#### Exercise details:
The data must be transcribed exactly, with no line missing.

Records drawn from a dataset
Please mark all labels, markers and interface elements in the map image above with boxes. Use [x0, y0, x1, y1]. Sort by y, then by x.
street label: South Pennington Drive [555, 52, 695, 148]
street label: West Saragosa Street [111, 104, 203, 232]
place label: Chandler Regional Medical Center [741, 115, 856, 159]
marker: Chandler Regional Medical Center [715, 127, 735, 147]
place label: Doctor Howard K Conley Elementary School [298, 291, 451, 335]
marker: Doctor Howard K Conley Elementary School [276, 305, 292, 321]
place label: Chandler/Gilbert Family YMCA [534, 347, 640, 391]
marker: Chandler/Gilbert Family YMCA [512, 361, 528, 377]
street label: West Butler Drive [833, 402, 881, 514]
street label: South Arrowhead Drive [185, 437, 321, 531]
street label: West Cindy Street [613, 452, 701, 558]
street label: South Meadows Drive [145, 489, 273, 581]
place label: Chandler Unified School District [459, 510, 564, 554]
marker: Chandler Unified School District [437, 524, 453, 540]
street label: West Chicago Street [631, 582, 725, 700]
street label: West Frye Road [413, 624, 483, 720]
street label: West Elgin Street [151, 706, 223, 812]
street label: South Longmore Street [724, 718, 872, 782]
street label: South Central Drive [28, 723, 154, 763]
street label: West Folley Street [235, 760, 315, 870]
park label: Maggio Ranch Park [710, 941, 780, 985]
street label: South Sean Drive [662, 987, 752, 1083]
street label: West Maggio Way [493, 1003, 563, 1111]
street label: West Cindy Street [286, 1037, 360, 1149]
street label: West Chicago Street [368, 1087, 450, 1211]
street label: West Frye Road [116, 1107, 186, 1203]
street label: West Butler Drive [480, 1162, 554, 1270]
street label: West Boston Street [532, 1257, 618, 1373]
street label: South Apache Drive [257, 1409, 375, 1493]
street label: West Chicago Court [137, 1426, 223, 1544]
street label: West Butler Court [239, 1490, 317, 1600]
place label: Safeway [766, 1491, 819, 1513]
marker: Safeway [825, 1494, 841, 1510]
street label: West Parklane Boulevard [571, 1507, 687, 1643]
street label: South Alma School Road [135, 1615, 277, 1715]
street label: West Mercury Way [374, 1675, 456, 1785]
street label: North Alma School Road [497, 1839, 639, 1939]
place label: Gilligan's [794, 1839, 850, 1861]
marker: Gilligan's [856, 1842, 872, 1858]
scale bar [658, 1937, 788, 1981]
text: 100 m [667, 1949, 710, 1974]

#### Reply:
Please mark all labels, markers and interface elements in the map image above with boxes. Use [x0, y0, x1, y1]. Sort by y, then by x.
street label: South Pennington Drive [555, 52, 695, 148]
street label: West Saragosa Street [111, 104, 203, 232]
place label: Chandler Regional Medical Center [741, 115, 856, 159]
marker: Chandler Regional Medical Center [715, 127, 735, 147]
place label: Doctor Howard K Conley Elementary School [298, 291, 451, 335]
marker: Doctor Howard K Conley Elementary School [276, 305, 292, 321]
place label: Chandler/Gilbert Family YMCA [534, 347, 640, 391]
marker: Chandler/Gilbert Family YMCA [512, 361, 528, 377]
street label: West Butler Drive [833, 402, 881, 514]
street label: South Arrowhead Drive [185, 437, 321, 531]
street label: West Cindy Street [613, 452, 701, 558]
street label: South Meadows Drive [145, 489, 273, 581]
place label: Chandler Unified School District [459, 510, 564, 554]
marker: Chandler Unified School District [437, 524, 453, 540]
street label: West Chicago Street [631, 582, 725, 700]
street label: West Frye Road [413, 624, 483, 720]
street label: West Elgin Street [151, 706, 223, 812]
street label: South Longmore Street [724, 718, 872, 782]
street label: South Central Drive [28, 723, 154, 763]
street label: West Folley Street [235, 760, 315, 870]
park label: Maggio Ranch Park [710, 941, 780, 985]
street label: South Sean Drive [662, 987, 752, 1083]
street label: West Maggio Way [493, 1003, 563, 1111]
street label: West Cindy Street [286, 1037, 360, 1149]
street label: West Chicago Street [368, 1087, 450, 1211]
street label: West Frye Road [116, 1107, 186, 1203]
street label: West Butler Drive [480, 1162, 554, 1270]
street label: West Boston Street [532, 1257, 618, 1373]
street label: South Apache Drive [257, 1409, 375, 1493]
street label: West Chicago Court [137, 1426, 223, 1544]
street label: West Butler Court [239, 1490, 317, 1600]
place label: Safeway [766, 1491, 819, 1513]
marker: Safeway [825, 1494, 841, 1510]
street label: West Parklane Boulevard [571, 1507, 687, 1643]
street label: South Alma School Road [135, 1615, 277, 1715]
street label: West Mercury Way [374, 1675, 456, 1785]
street label: North Alma School Road [497, 1839, 639, 1939]
place label: Gilligan's [794, 1839, 850, 1861]
marker: Gilligan's [856, 1842, 872, 1858]
scale bar [658, 1937, 788, 1981]
text: 100 m [667, 1949, 710, 1974]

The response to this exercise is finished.